Since being a demon, I think it was hard for Dantailon to try to be the father he needed to be. If it is the case, maybe I would understand a little bit better now than when I was younger. Maybe it was hard to raise a half-human/half-demon. Reading his journal, my father written that a Devos will struggle between light and dark and…and will be the Rare One. Mal needs to tell me more.

I approach near my side of the bed hearing the squeakiness of the springs as Mal sat on the side of it while I had to take a step back. Letting a huge exhale out of mouth after finding out Dantailon is my dad.

Mal sitting near bed glances over my direction near the desk area where I was standing nearby. It seemed he a lot to get out of his chest. I commend him for telling me the truth, yet I do not think that is not all. He is still keeping more.

“Mal!” I yell.

“It’s Malphas.” He says assertively.

“Malphas?!” I ponder touching on the fact that I know that name before and it was indeed from the journal dad wrote. It appear to be one of the points Dantailon wanted to state by jotting down those names to make me know them. Because in some way, he knew I was probably going to meet them soon. Two I have not yet met: my father and Asmodeus. Hopefully, I will not meet Asmodeus soon. I stand near Mal or Malphas right near him to the edge corner of the bed. I sit on the opposite side.

Touching my palms in my left arm I felt a strange, menacing feeling through my body like a brush of wind had just blown into my room.

“I can still call you Mal?” I ask.

“I’m fine with that.” He responds appearing more appreciative.

“Okay, so do you have any suggestion on what should I do?” I say.

“You are not ready.” He replies.

“What you mean I’m not ready? I just defeated one of those hellions.” I say trying to prove maybe I can handle myself.

“Listen Caden, your father didn’t promise me to let you die without making sure you keep that under control.” He says.

“Wait…” I pause as I use my right pointer finger to touch my chest. “You mean my demonic side.”

“Yes!” He says affirmatively.

“I can see what powers I have so I can use them as self-defense when another demon strikes.” I say trying to make him see I would not be helpless.

“You don’t understand!” He states as he quickly gets up from sitting on near the side of the bed and now back standing up. “You are not ready!”

“Maybe I need to train.” I say.

“You do, but not now!” He says.

“So wait I can’t fight or I can’t train.” I say.

“You’re simply not ready. With Purson, I didn’t anticipate he was disguising as one of your teachers.” He says.

“I hope he was the only one.” I say putting my head down praying he was the last one masquerading as someone I know.

“And that’s the thing you need to watch out for.” I say.

I rise my head back up to hear him precisely.

“Every demon uses human disguises as their perfect way to camouflage unseen in the mortal world.” He says.

“Are you using a disguise?” I ask him.

There I view him as he giving himself an observance through his appearance—the same old rugged beard with that dark hair and cold pale skin.

“Let just say this is one of my best appearances.” He says mirthfully.

“One of your best?” I say confused. “How many appearances you went?”

“Thousands, yet I like this one because it suited me.” He says proudly.

“Being what a demon?” I had to ask that.

“Being an outsider.” He says. “I spent thousands of years living and surviving down in the Underworld.
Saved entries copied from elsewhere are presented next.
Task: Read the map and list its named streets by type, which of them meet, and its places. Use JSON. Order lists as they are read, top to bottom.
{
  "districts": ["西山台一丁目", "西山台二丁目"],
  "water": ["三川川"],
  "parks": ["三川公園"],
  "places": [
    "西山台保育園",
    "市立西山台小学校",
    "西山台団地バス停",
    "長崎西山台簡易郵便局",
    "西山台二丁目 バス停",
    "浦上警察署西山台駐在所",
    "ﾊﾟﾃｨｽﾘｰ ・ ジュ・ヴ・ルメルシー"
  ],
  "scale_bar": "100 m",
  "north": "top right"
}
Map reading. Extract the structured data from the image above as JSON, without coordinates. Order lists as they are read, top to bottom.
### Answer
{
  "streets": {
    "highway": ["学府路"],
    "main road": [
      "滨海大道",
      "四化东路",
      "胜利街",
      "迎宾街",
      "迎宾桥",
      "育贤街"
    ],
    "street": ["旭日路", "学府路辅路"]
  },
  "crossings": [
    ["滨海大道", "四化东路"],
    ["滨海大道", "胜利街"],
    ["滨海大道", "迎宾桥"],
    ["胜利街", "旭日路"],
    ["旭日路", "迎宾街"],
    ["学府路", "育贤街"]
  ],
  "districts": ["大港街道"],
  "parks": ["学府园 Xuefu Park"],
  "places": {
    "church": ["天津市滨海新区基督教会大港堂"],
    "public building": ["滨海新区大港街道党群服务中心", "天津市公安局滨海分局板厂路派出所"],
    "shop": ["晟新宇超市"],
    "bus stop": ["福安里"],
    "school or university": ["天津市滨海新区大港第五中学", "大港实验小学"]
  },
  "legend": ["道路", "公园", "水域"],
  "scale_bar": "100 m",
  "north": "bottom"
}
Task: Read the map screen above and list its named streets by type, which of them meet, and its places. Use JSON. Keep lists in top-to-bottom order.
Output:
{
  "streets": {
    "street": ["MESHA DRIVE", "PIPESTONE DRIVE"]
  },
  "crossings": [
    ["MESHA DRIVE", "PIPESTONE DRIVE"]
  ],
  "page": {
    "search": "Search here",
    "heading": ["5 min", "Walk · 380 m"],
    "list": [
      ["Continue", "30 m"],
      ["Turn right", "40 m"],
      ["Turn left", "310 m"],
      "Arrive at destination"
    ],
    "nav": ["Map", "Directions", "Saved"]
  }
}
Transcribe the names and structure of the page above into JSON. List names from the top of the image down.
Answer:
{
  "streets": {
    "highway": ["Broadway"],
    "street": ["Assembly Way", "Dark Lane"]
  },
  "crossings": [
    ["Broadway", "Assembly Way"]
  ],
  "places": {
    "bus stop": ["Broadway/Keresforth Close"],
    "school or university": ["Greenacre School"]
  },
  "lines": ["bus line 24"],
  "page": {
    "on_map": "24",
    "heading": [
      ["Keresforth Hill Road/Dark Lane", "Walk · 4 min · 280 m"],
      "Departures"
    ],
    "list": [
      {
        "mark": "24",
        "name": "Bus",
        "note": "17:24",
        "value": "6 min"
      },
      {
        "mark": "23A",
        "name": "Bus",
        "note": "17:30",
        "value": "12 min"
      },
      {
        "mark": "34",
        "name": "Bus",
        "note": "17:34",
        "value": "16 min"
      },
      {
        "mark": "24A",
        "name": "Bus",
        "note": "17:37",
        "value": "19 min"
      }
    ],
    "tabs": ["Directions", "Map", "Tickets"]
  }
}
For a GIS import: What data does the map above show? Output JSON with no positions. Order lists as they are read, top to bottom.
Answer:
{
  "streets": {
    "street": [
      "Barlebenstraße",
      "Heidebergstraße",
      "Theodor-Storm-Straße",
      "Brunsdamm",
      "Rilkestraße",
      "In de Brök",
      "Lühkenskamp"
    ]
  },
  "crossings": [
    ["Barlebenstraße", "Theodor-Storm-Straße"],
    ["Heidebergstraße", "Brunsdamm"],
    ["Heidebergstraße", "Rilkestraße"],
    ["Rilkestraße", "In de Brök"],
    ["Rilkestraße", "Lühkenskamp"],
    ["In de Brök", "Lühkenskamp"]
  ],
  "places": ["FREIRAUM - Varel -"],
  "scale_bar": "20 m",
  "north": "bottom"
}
However, when Asmodeus grew in his strength and shaped that place into his kingdom, I had to go. Years after that, I recruited others to be outsiders…in this case Karina and Aris.”

“What about my father?” I assert wondering anxiously for Mal’s answer. Mal smirks a little probably indicating my father had a part, yet I do not what.

“Your father was my friend. The only friend I had back there. We both got out of the Underworld scourging up here to stay low.” He responds.

As I listen, I just try to put a picture of Mal and my father together. I had no idea what Mal would have looked like or even I had no clue what my father looked like.

“Mal, I need to know this.” I say.

“What is it?” He says.

“What my father looked like?” I raise the question.

“He had your eyes.” He replies. “If anything, it seems every moment I speak to you, I’m speaking to Dantailon.”

That may not be the definitive question I been waiting for, but just knowing one amazing fact about my dad that I have his eyes feels much more as a complement.

“Thanks” I continue. “About those trials, you knew.”

“I did. Your father created this. All I know, he told me he wouldn’t teach you if he was alive. However, he will guide you by doing that journal. Doing those trials is the upmost, but while you do those trials, we have to train.” He explains.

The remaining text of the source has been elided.